Split :via callbacks into write side and read side#9
Merged
Conversation
Before: all four :via callbacks (register_name, unregister_name,
whereis_name, send) worked in :duplicate mode, and whereis_name had
an undocumented "prefer local, fall back to remote" resolution rule
when a key had multiple registered pids.
The rule was a footgun: callers of `GenServer.call({:via, PgRegistry,
{scope, :key}}, msg)` on different nodes could legitimately reach
different processes, depending on which node had a local entry, and
nothing about the API made that obvious.
After: align with Registry's semantics, which split the :via
protocol in two:
* Write side — register_name/2 and unregister_name/1. Unambiguous
in any mode ("put this pid under this key" / "take it out").
Works in both :duplicate and :unique scopes.
* Read side — whereis_name/1 and send/2 (and by extension
GenServer.call, GenServer.cast, Process.whereis, and Kernel.send
on a via tuple). These need a single pid, which a :duplicate
scope can't honestly provide. Raise ArgumentError in :duplicate
mode with a message pointing at lookup/2, get_members/2, and
dispatch/3 as the duplicate-mode alternatives.
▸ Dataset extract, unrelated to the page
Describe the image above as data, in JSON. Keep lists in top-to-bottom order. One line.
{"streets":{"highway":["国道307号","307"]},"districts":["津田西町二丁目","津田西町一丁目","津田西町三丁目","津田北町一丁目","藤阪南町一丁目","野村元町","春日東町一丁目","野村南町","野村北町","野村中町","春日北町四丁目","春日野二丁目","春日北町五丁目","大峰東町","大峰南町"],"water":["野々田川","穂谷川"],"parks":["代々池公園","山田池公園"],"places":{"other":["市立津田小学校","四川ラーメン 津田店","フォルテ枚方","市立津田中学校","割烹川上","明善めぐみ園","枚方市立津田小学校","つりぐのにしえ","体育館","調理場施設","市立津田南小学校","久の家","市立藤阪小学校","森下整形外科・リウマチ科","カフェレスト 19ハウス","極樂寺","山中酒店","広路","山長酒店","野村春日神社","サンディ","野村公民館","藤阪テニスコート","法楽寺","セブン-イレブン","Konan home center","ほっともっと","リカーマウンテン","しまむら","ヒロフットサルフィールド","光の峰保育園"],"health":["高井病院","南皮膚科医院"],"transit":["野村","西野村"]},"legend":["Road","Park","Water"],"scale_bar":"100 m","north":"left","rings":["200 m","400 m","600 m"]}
In :unique mode, whereis_name/1 is now strictly local-only (no
remote fallback). Each node's per-node uniqueness means each node
has at most one holder per key, and the via tuple resolves to that
local holder or :undefined. This is the intended shape of the
"one singleton per node" pattern. Callers that want a specific
peer's holder can use Pg.get_members/2 and filter by node/1.
Implementation: PgRegistry.Pg.init/1 now writes the scope's :keys
mode into :persistent_term under {PgRegistry.Pg, scope, :keys}, and
PgRegistry.Pg.keys_mode/1 reads it back without a GenServer hop.
terminate/2 erases. Writes to :persistent_term are costly but happen
at most once per scope start, which is fine for this use case.
Verified against Registry's actual source in
/lib/elixir/lib/registry.ex — this matches the split Registry uses:
register_name and unregister_name work in both modes, whereis_name
raises ":via is not supported for duplicate registries" in duplicate
mode, and Registry.send/2 pattern-matches a single-entry lookup
(which effectively means it works in duplicate mode only when there
happens to be exactly one entry, raising CaseClauseError otherwise).
Our send/2 is slightly cleaner — it goes through whereis_name and
raises ArgumentError explicitly in duplicate mode rather than the
CaseClauseError Registry would produce for a multi-entry match.
Tests updated: register_name/unregister_name tests now cover both
modes (they work in both). whereis_name/send tests cover unique
mode and assert the new ArgumentError in duplicate mode. The
GenServer :via integration tests now use a :unique scope, and the
"remote fallback" test was deleted since there is no longer a
remote fallback. All 143 tests passing, credo clean.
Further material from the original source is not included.